The geological subsurface is already being used for bulk energy storage (e.g. natural gas storage) as it can offer very large storage capacities and long withdrawal periods (e.g. Gregory & Pangborn 1976; Carden & Paterson 1979; Ogden 1999; Evans & West 2008). Experience in the field of subsurface H2 storage, however, is scarce. Up to now, pure H2 gas has been stored in salt caverns in Texas, USA, and in Tesside, UK (Crotogino et al. 2010). Even less experience has been gained regarding porous-media storage of H2. The storage of H2-rich town gas is the only application in which H2 has been stored in porous geological formations. Albeit much more widespread, the aquifer storage of town gas near Beynes, France is the only field application documented in the literature (Carden & Paterson 1979; Foh et al. 1979), and has been referenced in subsequent publications investigating geochemical effects (e.g. Panfilov 2010). Even though technical issues arising from the use of H2 instead of natural gas are diverse – such as the corrosion of installations, as well as potential impacts on well and formation integrity (Reitenbach et al. 2015) – natural gas storage can be used as an analogue for porous-media H2 storage as the overall principles are comparable (Carden & Paterson 1979; Foh et al. 1979). As more and more types of use in the subsurface – ranging from groundwater abstraction over geothermal applications to large-scale energy storage – compete for the limited suitable space, analyses of induced effects and impacts should be conducted in addition to an assessment of storage capacity and retrieval rates (Bauer et al. 2013). For this, an integrated concept for site investigation and monitoring can be used, as explained, for example, in Bauer et al. (2012) for the application of CO2 storage. In this approach, synthetic but realistically parameterized storage sites are used to simulate the impacts and induced effects, such as, for example, the pressure increase in the subsurface. These are then used to test and improve investigation and monitoring methods. This approach has been applied by Benisch & Bauer (2013) for pressure monitoring, and by Benisch et al. (2014) for assessing geophysical monitoring methods for gas-phase detection in the context of CO2 geological storage. Pfeiffer et al. (2016) could successfully transfer this concept to geophysical monitoring of hydrogen gas storage.
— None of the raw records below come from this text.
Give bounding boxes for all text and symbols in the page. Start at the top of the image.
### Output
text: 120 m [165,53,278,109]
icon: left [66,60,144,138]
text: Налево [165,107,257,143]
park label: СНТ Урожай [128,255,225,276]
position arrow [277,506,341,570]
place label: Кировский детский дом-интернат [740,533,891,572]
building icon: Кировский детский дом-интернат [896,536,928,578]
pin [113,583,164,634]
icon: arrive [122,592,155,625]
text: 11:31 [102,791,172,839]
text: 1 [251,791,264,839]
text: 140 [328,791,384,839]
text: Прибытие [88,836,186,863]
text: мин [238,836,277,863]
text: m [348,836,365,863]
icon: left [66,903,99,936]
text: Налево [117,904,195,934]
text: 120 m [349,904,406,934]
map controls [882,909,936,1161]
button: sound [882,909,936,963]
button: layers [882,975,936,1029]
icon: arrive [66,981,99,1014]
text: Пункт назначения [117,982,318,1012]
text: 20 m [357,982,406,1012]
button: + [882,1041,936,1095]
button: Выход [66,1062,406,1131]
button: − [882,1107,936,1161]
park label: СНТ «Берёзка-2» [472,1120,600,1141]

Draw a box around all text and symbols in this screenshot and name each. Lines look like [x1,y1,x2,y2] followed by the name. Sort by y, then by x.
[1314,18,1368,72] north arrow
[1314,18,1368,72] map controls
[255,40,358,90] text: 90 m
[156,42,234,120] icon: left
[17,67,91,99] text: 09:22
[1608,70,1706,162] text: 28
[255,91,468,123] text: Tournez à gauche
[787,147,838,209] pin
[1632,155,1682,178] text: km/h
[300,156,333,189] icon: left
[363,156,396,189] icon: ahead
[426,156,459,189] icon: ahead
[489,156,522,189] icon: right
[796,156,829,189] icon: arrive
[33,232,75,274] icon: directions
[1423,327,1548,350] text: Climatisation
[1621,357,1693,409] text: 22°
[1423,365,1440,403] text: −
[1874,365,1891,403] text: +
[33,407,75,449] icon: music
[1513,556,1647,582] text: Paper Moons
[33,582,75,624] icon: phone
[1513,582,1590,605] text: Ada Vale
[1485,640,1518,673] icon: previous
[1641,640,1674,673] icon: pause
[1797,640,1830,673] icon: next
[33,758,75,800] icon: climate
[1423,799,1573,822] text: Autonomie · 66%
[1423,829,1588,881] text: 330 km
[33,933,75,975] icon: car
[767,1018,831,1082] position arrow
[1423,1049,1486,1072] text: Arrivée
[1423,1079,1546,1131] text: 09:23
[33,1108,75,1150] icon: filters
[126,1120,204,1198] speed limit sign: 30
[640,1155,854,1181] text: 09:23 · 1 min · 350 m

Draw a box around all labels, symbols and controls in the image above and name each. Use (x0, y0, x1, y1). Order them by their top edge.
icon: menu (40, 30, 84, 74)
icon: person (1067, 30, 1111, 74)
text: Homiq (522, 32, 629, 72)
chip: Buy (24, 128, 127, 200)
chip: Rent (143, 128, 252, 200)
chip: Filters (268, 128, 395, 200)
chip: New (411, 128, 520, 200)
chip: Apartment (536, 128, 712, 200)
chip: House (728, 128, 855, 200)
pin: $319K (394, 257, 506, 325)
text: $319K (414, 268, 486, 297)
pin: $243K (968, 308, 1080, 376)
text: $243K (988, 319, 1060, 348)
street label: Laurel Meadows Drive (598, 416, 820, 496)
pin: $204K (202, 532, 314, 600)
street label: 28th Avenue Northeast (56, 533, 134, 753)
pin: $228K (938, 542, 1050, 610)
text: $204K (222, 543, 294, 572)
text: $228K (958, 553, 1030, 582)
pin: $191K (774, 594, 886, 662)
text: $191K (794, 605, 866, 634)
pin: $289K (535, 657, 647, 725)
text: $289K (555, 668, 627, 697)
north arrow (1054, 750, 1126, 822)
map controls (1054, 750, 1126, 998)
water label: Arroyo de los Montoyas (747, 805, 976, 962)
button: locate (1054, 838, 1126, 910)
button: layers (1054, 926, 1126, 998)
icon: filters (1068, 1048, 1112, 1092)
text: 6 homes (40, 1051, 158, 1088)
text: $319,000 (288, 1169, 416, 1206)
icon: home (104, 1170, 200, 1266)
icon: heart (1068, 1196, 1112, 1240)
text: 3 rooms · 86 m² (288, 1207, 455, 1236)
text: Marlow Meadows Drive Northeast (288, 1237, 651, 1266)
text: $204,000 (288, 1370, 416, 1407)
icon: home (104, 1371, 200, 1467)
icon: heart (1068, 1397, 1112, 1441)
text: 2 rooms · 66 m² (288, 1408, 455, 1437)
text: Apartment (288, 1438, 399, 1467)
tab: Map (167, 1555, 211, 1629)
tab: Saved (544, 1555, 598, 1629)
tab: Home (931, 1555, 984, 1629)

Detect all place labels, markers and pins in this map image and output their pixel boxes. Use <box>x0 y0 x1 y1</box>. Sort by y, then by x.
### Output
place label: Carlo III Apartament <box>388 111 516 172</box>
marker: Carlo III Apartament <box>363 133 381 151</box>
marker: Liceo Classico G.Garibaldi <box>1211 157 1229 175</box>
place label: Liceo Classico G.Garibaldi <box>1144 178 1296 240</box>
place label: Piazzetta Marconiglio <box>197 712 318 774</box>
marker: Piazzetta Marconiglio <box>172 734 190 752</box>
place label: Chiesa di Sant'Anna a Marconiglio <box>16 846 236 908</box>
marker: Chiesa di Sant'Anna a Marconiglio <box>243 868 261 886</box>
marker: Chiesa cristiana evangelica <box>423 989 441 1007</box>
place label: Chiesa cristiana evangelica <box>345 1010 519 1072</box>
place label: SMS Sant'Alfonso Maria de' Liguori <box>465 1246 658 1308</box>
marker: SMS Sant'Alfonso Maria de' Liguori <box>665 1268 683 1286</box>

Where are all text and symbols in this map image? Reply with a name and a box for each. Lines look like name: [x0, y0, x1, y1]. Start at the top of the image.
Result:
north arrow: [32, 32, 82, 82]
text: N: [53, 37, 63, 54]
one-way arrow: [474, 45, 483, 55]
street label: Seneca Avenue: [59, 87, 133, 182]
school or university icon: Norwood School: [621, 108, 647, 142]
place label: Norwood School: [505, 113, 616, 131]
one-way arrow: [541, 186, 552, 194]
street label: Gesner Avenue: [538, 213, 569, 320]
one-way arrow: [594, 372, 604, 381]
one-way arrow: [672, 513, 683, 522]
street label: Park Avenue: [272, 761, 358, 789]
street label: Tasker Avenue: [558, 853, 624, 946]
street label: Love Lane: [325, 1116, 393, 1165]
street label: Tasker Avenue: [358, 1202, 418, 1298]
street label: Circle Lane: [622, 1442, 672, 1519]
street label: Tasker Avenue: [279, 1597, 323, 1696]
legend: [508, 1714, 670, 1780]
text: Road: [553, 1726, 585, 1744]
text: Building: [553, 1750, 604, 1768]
This work therefore aims at assessing the hypothetical application of porous-media H2 gas storage, utilizing an existing anticline structure in the North German Basin that provides a realistic geological setting and parameters. A likely usage scenario is derived using a projection of typical fluctuations of renewable energy production and the energy demand to define the storage demand, and then simulating the hypothetical storage operation. At the selected storage site, the Rhaetian sandstones are chosen as the designated storage formation, which are overlain by Middle Jurassic and the Lower Cretaceous deposits that represent possible cap rocks (Hese 2011, 2012). At the storage site, formation thickness is up to 20 m, with the formation depth being about 450 – 500 m. A heterogeneous and realistic parameter set consisting of 25 equally likely realizations is used to investigate the effect of the reservoir heterogeneity on the storage operation. Required storage dimensions and retrieval rates are determined for the ensemble. In addition, the hydraulic impact of the storage operation due to induced pressure perturbations is investigated.
Definition of the storage demand
For a scenario analysis of subsurface energy storage, an estimation of the storage demand is necessary. This can be broken down into the required power output that has to be sustained for a given period of time and the frequency with which such periods of demand occur due to the fluctuating nature of the renewable energy production. Storage demand is thus mainly controlled by the fluctuating renewable power production, as well as the deployment of load-balancing schemes, which reduce the storage requirements by shifting energy demands on smaller timescales of up to hours. Numerical simulations of renewable power production in Germany, based on actual meteorological data in a scenario in which 100% of the electricity is produced by renewable sources, indicate that power shortage periods of up to 14 days in a year may occur frequently (Klaus et al. 2010). However, it can be expected that several storage options or back-up systems, such as conventional power plants, will be employed during such prolonged shortage periods, which essentially reduces the time span over which one storage has to operate at its maximum capacity. Thus, a typical shortage period of 1 week is assumed in this analysis, but the analysis can easily be extended to other shortage scenarios.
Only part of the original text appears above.